- [Saved entries]:
= = = = = = =

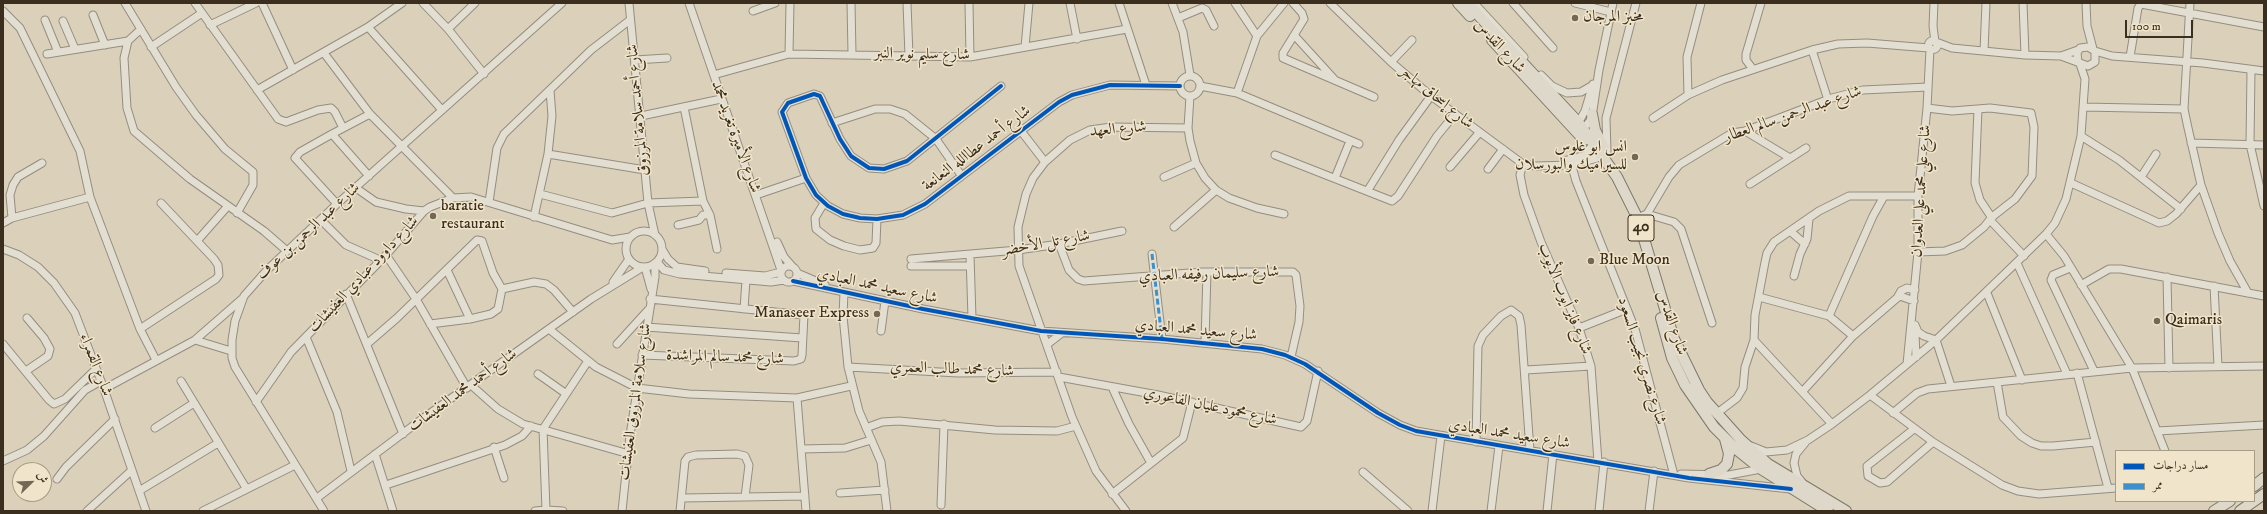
<!DOCTYPE html>
<html>
<head>
<meta charset="utf-8">
<style>
  body { margin:0 }
  #map { position:relative; width:2267px; height:514px; overflow:hidden; background:#dbd1ba; font-family:"IM FELL DW Pica",Amiri,serif }
  canvas { display:block }
  .frame { position:absolute; inset:0; border:4px solid #3c2e1e; pointer-events:none }
  .legend { position:absolute; left:2115px; top:450px; width:140px; height:52px; box-sizing:border-box; background:#f0e5ca; border:1px solid #a89c85; margin:0; padding:5px 7px; list-style:none; font-size:12px; color:#3c2e1e }
  .legend li { display:flex; align-items:center; gap:8px; height:20px }
  .legend b { width:20px; border:1px solid #a89c85 }
  .north { position:absolute; left:12px; top:462px; width:40px; height:40px; box-sizing:border-box; background:#f0e5ca; border:1px solid #a89c85; border-radius:50%; rotate:67deg; font-size:11px; font-weight:700; line-height:16px; text-align:center; color:#3c2e1e }
  .north::after { content:''; display:block; margin:auto; width:14px; height:18px; background:#746755; clip-path:polygon(50% 0,100% 100%,50% 72%,0 100%) }
  .scale { position:absolute; left:2125px; top:20px; width:68px; height:18px; box-sizing:border-box; border:2px solid #3c2e1e; border-top:0; padding-left:5px; font-size:12px; line-height:14px; white-space:nowrap; color:#3c2e1e; -webkit-text-stroke:3px #f0e5ca; paint-order:stroke }
</style>
</head>
<body>
<div id="map">
<canvas width="2267" height="514"></canvas>
<div class="frame"></div>
<ul class="legend">
<li><b style="height:5px;background:#0057b8"></b>مسار دراجات</li>
<li><b style="height:5px;background:#3e90ca"></b>ممر</li>
</ul>
<div class="north">ش</div>
<div class="scale">100 m</div>
</div>
<script>
const c = document.querySelector('canvas').getContext('2d');
c.lineJoin = 'round';
function toPath(rows) {
  const path = new Path2D();
  for (const r of rows) {
    if (r.length === 3) {
      path.moveTo(r[0] + r[2], r[1]);
      path.arc(r[0], r[1], r[2], 0, 2 * Math.PI);
      continue;
    }
    path.moveTo(r[0], r[1]);
    for (let i = 2; i < r.length; i += 2) path.lineTo(r[i], r[i + 1]);
  }
  return path;
}
function stroke(path, color, width, dash) {
  c.strokeStyle = color;
  c.lineWidth = width;
  c.lineCap = dash ? 'butt' : 'round';
  c.setLineDash(dash || []);
  c.stroke(path);
}
function drawText(font, color, halo, rows, align = 'center') {
  c.font = font + ' "IM FELL DW Pica",Amiri,serif';
  c.lineWidth = 3;
  c.setLineDash([]);
  c.textBaseline = 'middle';
  c.strokeStyle = halo;
  c.fillStyle = color;
  for (const [text, x, y, turn = 0] of rows) {
    c.save();
    c.translate(x, y);
    c.rotate((+turn || 0) * Math.PI / 180);
    c.textAlign = isNaN(turn) ? turn : align;
    if (halo) c.strokeText(text, 0, 0);
    c.fillText(text, 0, 0);
    c.restore();
  }
}
const minor = toPath([
  [125,3,176,87,196,115,225,149,253,172,253,185,237,213],
  [195,3,278,119,286,122,318,110,331,108,335,112,343,128],
  [262,3,293,70],
  [423,3,448,29,484,74],
  [629,3,648,203,655,235],
  [689,3,781,270],
  [851,3,852,54],
  [907,3,909,56],
  [969,3,970,57],
  [1070,3,1077,39],
  [1119,3,1146,85],
  [1172,3,1183,32,1190,75],
  [1235,3,1257,36],
  [1293,3,1302,13,1304,19,1283,53,1283,58,1374,97],
  [1330,3,1391,62,1431,96,1523,164,1536,166,1571,165,1597,158],
  [1474,3,1524,57],
  [1513,3,1553,48],
  [1575,3,1611,12],
  [1934,3,1933,26,1935,42],
  [2023,3,2025,55],
  [2086,3,2087,26,2093,49],
  [2190,3,2184,109,2188,128,2201,185,2218,233,2230,261,2248,293],
  [3,11,20,28,80,151,90,197,140,329,156,360],
  [753,11,775,3],
  [93,15,105,45],
  [1178,18,1202,8,1206,10,1214,26],
  [45,20,58,52],
  [63,21,75,49],
  [210,25,256,3],
  [368,27,442,110],
  [141,29,128,41,124,58,127,108,134,131,190,179,264,231,287,251],
  [448,29,475,3],
  [1294,35,1335,80],
  [1933,45,4.5],
  [1936,42,1952,48,2025,55,2061,56,2078,50],
  [151,47,202,13],
  [1025,47,1029,3],
  [1812,50,1828,100],
  [1984,51,1986,3],
  [2095,51,2112,56,2203,63,2264,71],
  [324,53,370,114,453,198],
  [47,54,128,41],
  [789,54,790,3],
  [2061,56,2088,66,2095,62,2095,51,2088,47,2080,48,2077,53,2078,62],
  [2130,57,2138,8,2141,4,2264,27],
  [635,60,667,58],
  [1391,62,1412,40],
  [1752,68,1746,60,1746,54,1761,3],
  [2251,70,2250,144,2264,206],
  [717,74,789,54,970,57,1127,29],
  [1541,75,1552,86,1567,93,1581,92,1593,85],
  [1190,86,10],
  [1001,86,907,161,884,169,869,168,851,156,840,139,820,96,814,94,788,103,782,112,806,178,816,195,828,206,843,214,860,218,877,219,903,215,925,204,1059,102,1072,95,1110,85,1180,86],
  [1200,86,1237,93,1359,144],
  [257,90,368,27,402,3],
  [1237,93,1257,36,1284,3],
  [1688,95,1687,57,1701,3],
  [1190,96,1188,128,1190,141,1196,163,1205,178,1216,190,1229,198,1257,208,1284,214],
  [684,107,703,201,710,215,717,249],
  [2083,107,2184,109],
  [1978,109,1975,183,1980,200,1992,218],
  [641,116,721,99],
  [1653,118,1688,95,1722,80,1812,50,1838,44,1867,43,1929,48],
  [832,123,875,109,890,109,905,114,936,139,961,175],
  [1577,125,1585,111,1593,84],
  [1021,131,1045,162],
  [1745,131,1790,158],
  [1580,132,1590,121,1593,110,1599,70,1613,3],
  [332,134,300,152,295,158,337,204],
  [2081,136,2119,160,2181,209],
  [2191,143,2264,145],
  [1607,152,1606,118,1636,3],
  [548,154,645,170],
  [1275,155,1392,201,1398,196,1437,136,1455,114],
  [1570,159,1576,181,1635,329,1674,475],
  [1567,160,1585,155,1590,148],
  [1523,164,1520,175,1524,195,1541,242,1579,328,1591,366,1598,462],
  [1450,167,1479,133],
  [1488,169,1503,149],
  [369,176,332,134,370,114],
  [1164,177,1196,163],
  [2141,177,2156,154],
  [1335,178,1350,141],
  [2071,183,2159,223,2167,221,2176,214,2201,185],
  [1750,184,1806,148],
  [356,188,376,202,406,209,424,211],
  [1368,190,1399,140,1431,96],
  [540,194,612,213,648,203,703,201],
  [759,194,806,178],
  [489,202,497,148,504,134,591,50,630,20],
  [824,203,815,218,816,229,830,240,844,246,860,250,873,248,876,243,877,219],
  [1647,214,1674,222,1681,229,1712,323],
  [1642,216,1647,214,1669,177,1679,165,1732,133,1745,131,1832,98,1863,90,1928,87],
  [534,217,548,154,552,116,550,90],
  [12,218,10,195,13,185,18,177,42,163],
  [321,220,346,245,380,260],
  [1990,220,2024,256],
  [3,223,12,218,90,197],
  [678,225,699,220,703,215,710,215],
  [1174,227,1216,190],
  [1790,231,1805,244],
  [644,249,18],
  [2046,234,2064,256,2132,368,2165,451],
  [197,241,227,207],
  [777,242,784,257,792,266],
  [1059,244,1069,270,1078,279,1084,281,1203,272,1293,272,1296,275,1300,306,1299,322,1291,357],
  [3,249,19,255,38,267,54,283,75,313,104,389,146,511],
  [662,249,668,259,677,267,705,271],
  [1918,252,1945,251,1962,245,1984,227,1992,217,2015,199,2032,176,2034,127,2031,113,1990,108,1952,111,1927,108],
  [1152,254,1162,339],
  [386,255,416,299,467,388],
  [970,255,972,318],
  [911,259,1018,250,1059,244,1122,231],
  [657,262,664,270,680,274,771,282,784,280],
  [2017,263,2067,374],
  [789,274,8],
  [911,266,970,266],
  [645,267,651,289],
  [2070,268,2053,275,2051,280,2094,371],
  [447,270,470,319],
  [726,273,765,276,781,272],
  [797,273,825,285],
  [1794,276,1800,254,1807,239,1809,219],
  [2167,277,2169,368],
  [793,281,923,309,1041,331,1162,339,1262,349,1285,355,1305,364,1378,413,1400,425,1416,431,1689,478,1790,489],
  [613,282,629,259],
  [2081,285,2109,269,2121,269,2264,296],
  [2214,286,2218,366],
  [844,292,843,316,848,367,859,411,881,462,887,511],
  [1987,293,2022,380],
  [346,294,403,434],
  [1759,297,1829,316,1853,336],
  [1897,298,1900,296,1914,301],
  [744,309,746,280],
  [1829,316,1873,216,1883,198],
  [430,324,470,319,491,314,498,309,502,289,534,282,546,284,554,290,573,312],
  [1915,325,1918,332,1924,336,1936,340,1951,386],
  [646,327,802,338],
  [1579,328,1627,309],
  [140,329,216,279,219,275,218,265,214,259,161,203],
  [549,329,596,367,637,388,689,394,797,398,851,386],
  [881,331,885,301],
  [1915,333,1916,357],
  [306,337,337,412,351,471],
  [195,340,231,351],
  [1754,340,1832,424],
  [1205,342,1207,272],
  [1049,343,1062,333],
  [3,344,49,400,54,404,65,399,96,369],
  [367,344,397,318,477,240,482,241,493,273,502,289],
  [617,344,648,310],
  [642,355,794,361,801,359,802,355,804,315,650,299],
  [1907,364,1918,252,1918,196,1927,108,1930,49],
  [848,367,958,373,1057,372],
  [1526,370,1591,366],
  [26,371,48,356,50,349,44,338,27,318],
  [2077,373,2108,488],
  [538,374,565,393],
  [1059,377,1158,395,1301,427,1307,421,1318,371],
  [181,381,246,488],
  [1997,382,2132,368,2264,366],
  [471,385,498,409,523,424,629,454],
  [1112,387,1129,424,1151,463],
  [104,389,195,340,242,299],
  [1803,391,1853,336,1897,298,1901,291,1907,288,1915,290],
  [1870,395,1933,442,2002,485,2018,491,2039,494,2116,488],
  [797,398,806,511],
  [256,402,291,352,386,255,424,211,430,207,453,198,471,197,612,240,630,237],
  [1893,413,1917,393,1928,389,1997,382,2003,417,2021,436,2032,443,2041,446,2053,446,2096,442],
  [1716,414,1737,398,1743,388,1745,367,1754,340,1755,315,1765,262,1767,253,1774,242,1819,211,1849,196,1918,196],
  [155,428,194,403],
  [866,428,882,422,899,421,995,430,1057,431,1076,426],
  [1914,429,1867,466,1868,476,1880,483,1887,482,1933,442],
  [2157,431,2264,425],
  [1476,442,1478,346,1483,335,1501,316,1511,310,1519,316,1521,325,1530,450],
  [1751,446,1766,452,1787,450,1808,440,1832,424,1870,395,1936,340,2046,234,2055,223,2066,199,2081,136,2085,79,2080,64],
  [494,447,504,478],
  [802,449,845,448,871,440],
  [375,454,393,511],
  [3,461,27,450,44,436,85,390,101,381],
  [1363,472,1408,511],
  [1681,474,1729,475,1761,469],
  [57,479,66,467,115,419],
  [1802,482,1797,476,1794,463,1796,454,1805,443],
  [386,485,505,445,522,436,531,426],
  [139,491,218,443],
  [840,493,885,490],
  [1112,494,1183,438,1192,402],
  [317,498,422,419,591,299,643,267],
  [683,498,805,496],
  [941,505,944,424],
  [546,510,563,511],
  [87,511,132,470],
  [203,511,295,465],
  [324,511,235,367,232,358,232,340,235,321,244,296,267,270,337,204,562,3],
  [535,511,546,510,543,429,588,361],
  [622,511,630,435,655,277,655,263],
  [680,511,685,461,688,457,696,455,737,454,745,456,749,465,745,497],
  [1126,511,1096,471,1072,417,1019,266,1018,227,1026,194,1033,178,1045,162,1070,140,1090,130,1111,127,1188,128],
  [1432,511,1441,436],
  [1491,511,1499,446],
  [1547,511,1553,454],
  [1599,511,1604,462],
  [1649,511,1654,471]
]);
const highway = toPath([
  [1458,3,1470,16],
  [1467,3,1578,122,1617,177,1638,219,1674,339,1699,390,1707,402,1741,440,1768,464,1846,511],
  [1492,40,1584,140],
  [1592,114,1595,130,1604,148],
  [1661,318,1672,358,1685,385,1714,427,1736,449,1761,469,1828,511],
  [1709,474,1721,470,1727,464,1729,454,1725,439],
  [2254,486,2264,478],
  [2214,511,2230,501],
  [2240,511,2264,494]
]);
stroke(minor, '#958d7f', 9);
stroke(highway, '#7e776a', 12);
stroke(minor, '#e3ded2', 7);
stroke(highway, '#ded8ca', 10);
stroke(toPath([
  [1152,254,1162,339]
]), '#3e90ca', 3, [6, 3]);
stroke(toPath([
  [1001,86,907,161,884,169,869,168,851,156,840,139,820,96,814,94,788,103,782,112,806,178,816,195,828,206,843,214,860,218,877,219,903,215,925,204,1059,102,1072,95,1110,85,1180,86],
  [793,281,923,309,1041,331,1162,339,1262,349,1285,355,1305,364,1378,413,1400,425,1416,431,1689,478,1791,489]
]), '#0057b8', 4);
for (const [x, y, r, color] of [
  [1575,18,4,"#746755"],
  [1635,157,4,"#746755"],
  [433,216,4,"#746755"],
  [1591,261,4,"#746755"],
  [877,314,4,"#746755"],
  [2157,321,4,"#746755"]
]) {
  const dot = new Path2D();
  dot.arc(x, y, r, 0, 2 * Math.PI);
  c.fillStyle = color;
  c.fill(dot);
  stroke(dot, '#f0e5ca', 1.5);
}
for (const [x, y, w] of [
  [1641,228,26]
]) {
  const box = new Path2D();
  box.roundRect(x - w / 2, y - 13, w, 26, 3);
  c.fillStyle = '#f0e5ca';
  c.fill(box);
  stroke(box, '#3c2e1e', 1);
}
drawText('bold 15px', '#3c2e1e', null, [
  ["40",1641,228]
]);
drawText('16px', '#3c2e1e', '#f0e5ca', [
  ["مخبز المرجان",1583,18],
  ["انس ابو غلوس",1627,148,"right"],
  ["للسيراميك والبورسلان",1627,166,"right"],
  ["baratie",441,207],
  ["restaurant",441,225],
  ["Blue Moon",1599,261],
  ["Manaseer Express",869,314,"right"],
  ["Qaimaris",2165,321]
], 'left');
drawText('16px', '#3c2e1e', '#f0e5ca', [
  ["شارع القدس",1499,47,47],
  ["شارع سليم نوير النبر",922,55,1],
  ["شارع إسحاق مهاجر",1436,98,39],
  ["شارع أحمد سلامة المرزوق",639,110,-95],
  ["شارع عبد الرحمن سالم العطار",1793,115,-19],
  ["شارع العهد",1118,130,-5],
  ["شارع الأميرة تغريد محمد",735,137,70],
  ["شارع أحمد عطاالله النعانعة",977,149,-37],
  ["شارع علي محمد علي العدوان",1922,191,-86],
  ["شارع عبد الرحمن بن عوف",309,232,-43],
  ["شارع تل الأخضر",1046,244,-10],
  ["شارع داوود عبادي العفيشات",364,275,-47],
  ["شارع سليمان رفيفه العبادي",1209,275,-2],
  ["شارع سعيد محمد العبادي",877,287,12],
  ["شارع فايز أيوب الأيوب",1564,299,68],
  ["شارع القدس",1671,323,71],
  ["شارع سعيد محمد العبادي",1196,331,5],
  ["شارع محمد سالم المراشدة",725,358,2],
  ["شارع نصري نجيب السعود",1641,361,73],
  ["شارع القمراء",95,365,69],
  ["شارع محمد طالب العمري",952,370,2],
  ["شارع أحمد محمد العفيشات",463,391,-36],
  ["شارع سلامة المرزوق العفيشات",636,402,-82],
  ["شارع محمود عليان الفاعوري",1210,407,12],
  ["شارع سعيد محمد العبادي",1509,435,9]
]);
</script>
</body>
</html>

= = = = = = =

Only the lines from the beginning of the records up to and including the line with "position:absolute; inset:0; border:4px" should appear, exactly as they are, and no pictures.

<!DOCTYPE html>
<html>
<head>
<meta charset="utf-8">
<style>
  body { margin:0 }
  #map { position:relative; width:2267px; height:514px; overflow:hidden; background:#dbd1ba; font-family:"IM FELL DW Pica",Amiri,serif }
  canvas { display:block }
  .frame { position:absolute; inset:0; border:4px solid #3c2e1e; pointer-events:none }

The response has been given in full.